Allah SWT berfiman: "Dan masa (kejayaan dan kehancuran) itu, Kami pergilirkan di antara manusia (agar mereka mendapat pelajaran), dan agar Allah membedakan orang-orang yang beriman (dengan orang-orang kafir) dan agar sebagian kamu dijadikan-Nya (gugur sebagai) syuhada. Dan Allah tidak menyukai orang-orang dhalim". (Q.S. Ali Imran; 140).
Tak terkecuali dengan Turki Utsmani, meskipun telah mencapai kejayaannya yang sangat disegani di dunia berabad-abad lamanya, juga mengalami pasang surut dan mengalami masa kemundurannya yang tercatat setelah Sultan Sulaiman al-Qanuni wafat pada tahun 1566 Setelah Masehi.
Kejayaan Turki Utsmani kian memudar dan semakin menghilang setelah Mustafa Kemal Ataturk yang dikenal dengan pembangun Turki Modern berkuasa. Dibawah kepemimpinannya Turki semakin menjauh dari cahaya Islam, dengan semangat membangun negara modern yang demokratik dan sekuler Turki benar--benar kehilangan pamornya sebagai khalifah di dunia. Sejak saat itu Turki terputus hubungan sejarahnya dengan masa lalunya yang cemerlang.
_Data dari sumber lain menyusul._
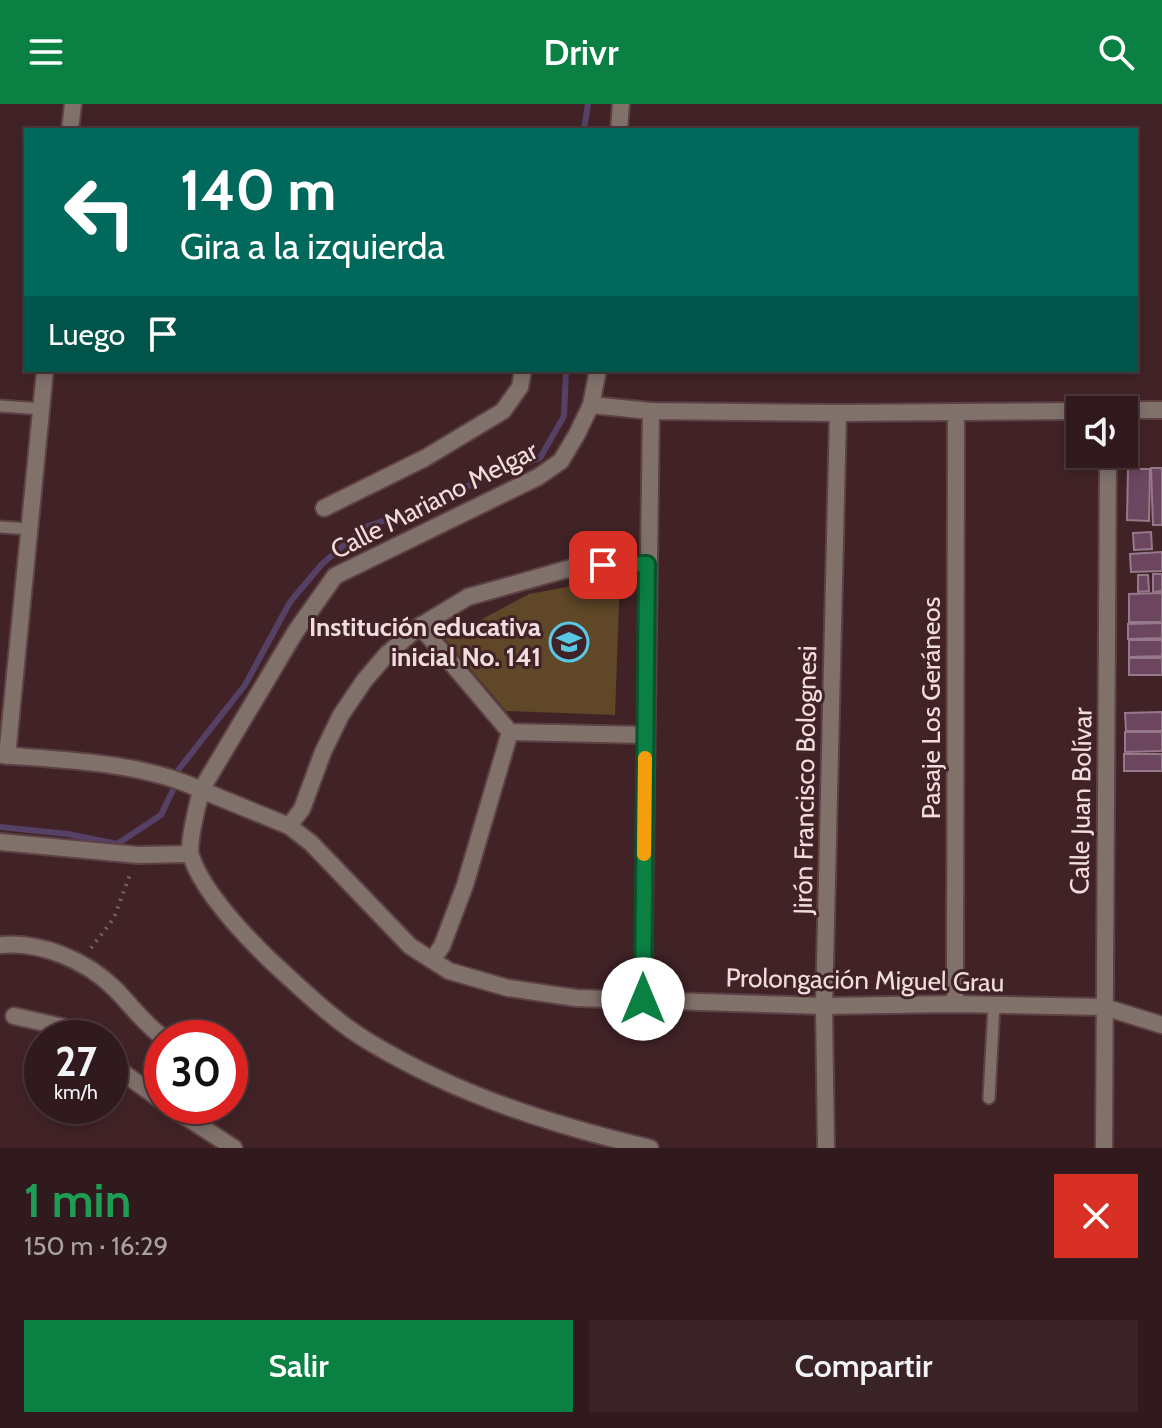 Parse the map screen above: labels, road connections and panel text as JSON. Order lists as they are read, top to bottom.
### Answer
{
  "streets": {
    "street": [
      "Calle Mariano Melgar",
      "Pasaje Los Geráneos",
      "Jirón Francisco Bolognesi",
      "Calle Juan Bolívar",
      "Prolongación Miguel Grau"
    ]
  },
  "crossings": [
    ["Calle Mariano Melgar", "Prolongación Miguel Grau"],
    ["Pasaje Los Geráneos", "Prolongación Miguel Grau"],
    ["Jirón Francisco Bolognesi", "Prolongación Miguel Grau"],
    ["Calle Juan Bolívar", "Prolongación Miguel Grau"]
  ],
  "places": {
    "school or university": ["Institución educativa inicial No. 141"]
  },
  "page": {
    "header": "Drivr",
    "turn": ["140 m", "Gira a la izquierda"],
    "then": "Luego",
    "speed": "27 km/h",
    "limit": "30",
    "heading": ["1 min", "150 m · 16:29"],
    "buttons": ["Salir", "Compartir"]
  }
} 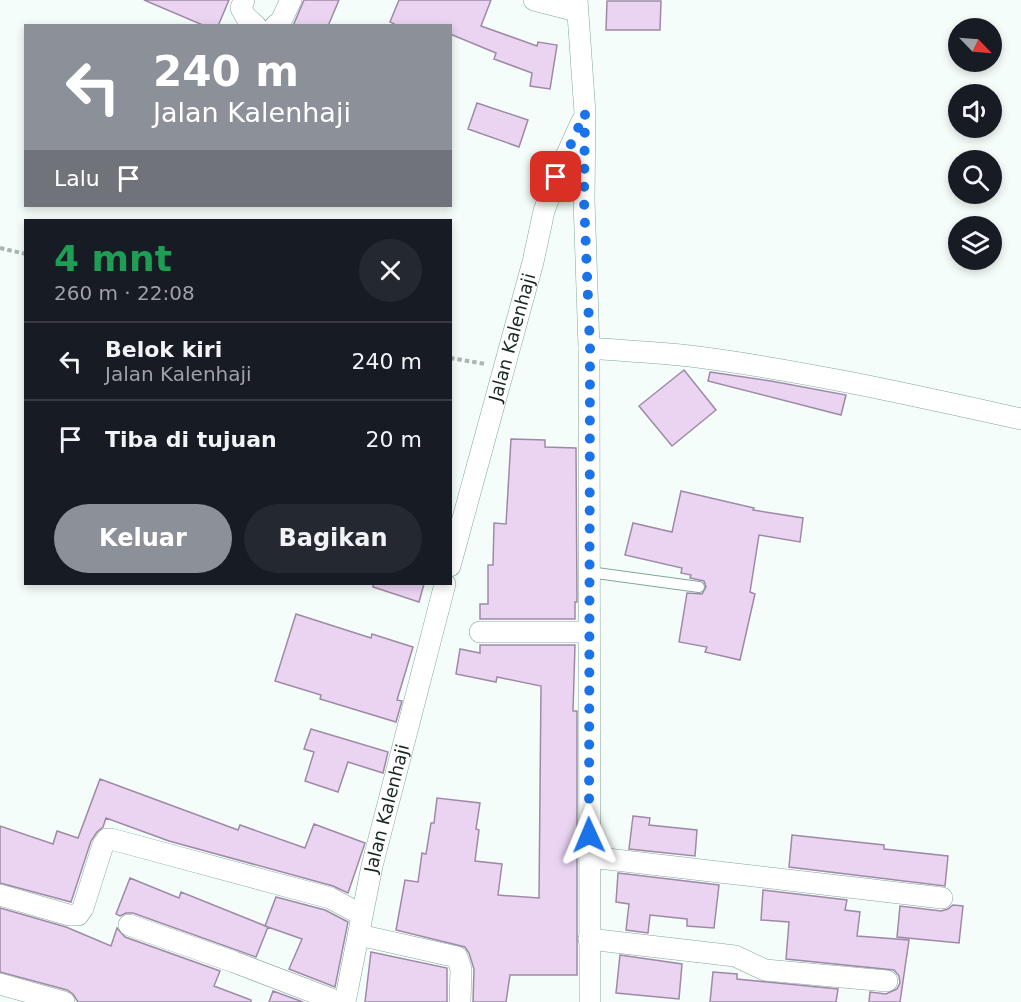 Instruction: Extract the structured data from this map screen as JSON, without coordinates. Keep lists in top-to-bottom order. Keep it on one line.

Melalui Dewan Agung Nasional pada pada 1 November 1922 Mustafa Kamal Ataturk berhasil menghapuskan kekhalifahan Turki Utsmani yang selanjutnya diganti dengan Republik Turki pada 13 Oktober 1923 dengan memindahkan ibu kota Turki dari Istanbul ke Angora atau yang lebih dikenal dengan Ankara. Aya Sofia yang semula berfungsi sebagai masjid pada tahun 1934 melalui dekritnya dialih fungsikan sebagai perpustakaan, kumandang adzan yang semula berhasa Arab diganti dengan bahasa Turki, dan masih banyak lagi gerakan Mustafa Kamal Ataturk yang memisahkan Islam dari negera.
Hagia Sophia atau Aya Sofia yang semula menjadi kebanggaan umat Islam di seluruh dunia seakan menghilang tertelan sepak terjang Mustafa Kamal Ataturk.
Yach, itulah perguliran kejayaan suatu bangsa. Namun setelah lebih dari 500 tahun Hagia Sophia atau Aya Sofia berfungsi sebagai museum pada Jum'at Pahing tanggal 10 Juli 2020 baru-baru ini, Pengadilan Tinggi Turki mengabulkan tuntutan Presiden Recep Tayyip Erdogan dengan membatalkan dekrit 1934 sehingga status Hagia Sophia dari museum menjadi masjid kembali dan setelah putusan pengadilan, Erdogan menandatangani keputusannya untuk menyerahkan Hagia Sophia ke Kepresidenan Urusan Agama Turki. Pada tanggal 24 Juli 2020 umat Islam Turki dengan penuh haru karena kerinduannya melaksanakan Sholat Jum'at kembali di Hagia Sophia dengan dihadiri oleh Presiden Recep Tayyip Erdogan, dan pada waktu itu presiden Erdogan membacakan Suat al-Fatihah dan Surat al-Baqarah ayat 1 s.d 5.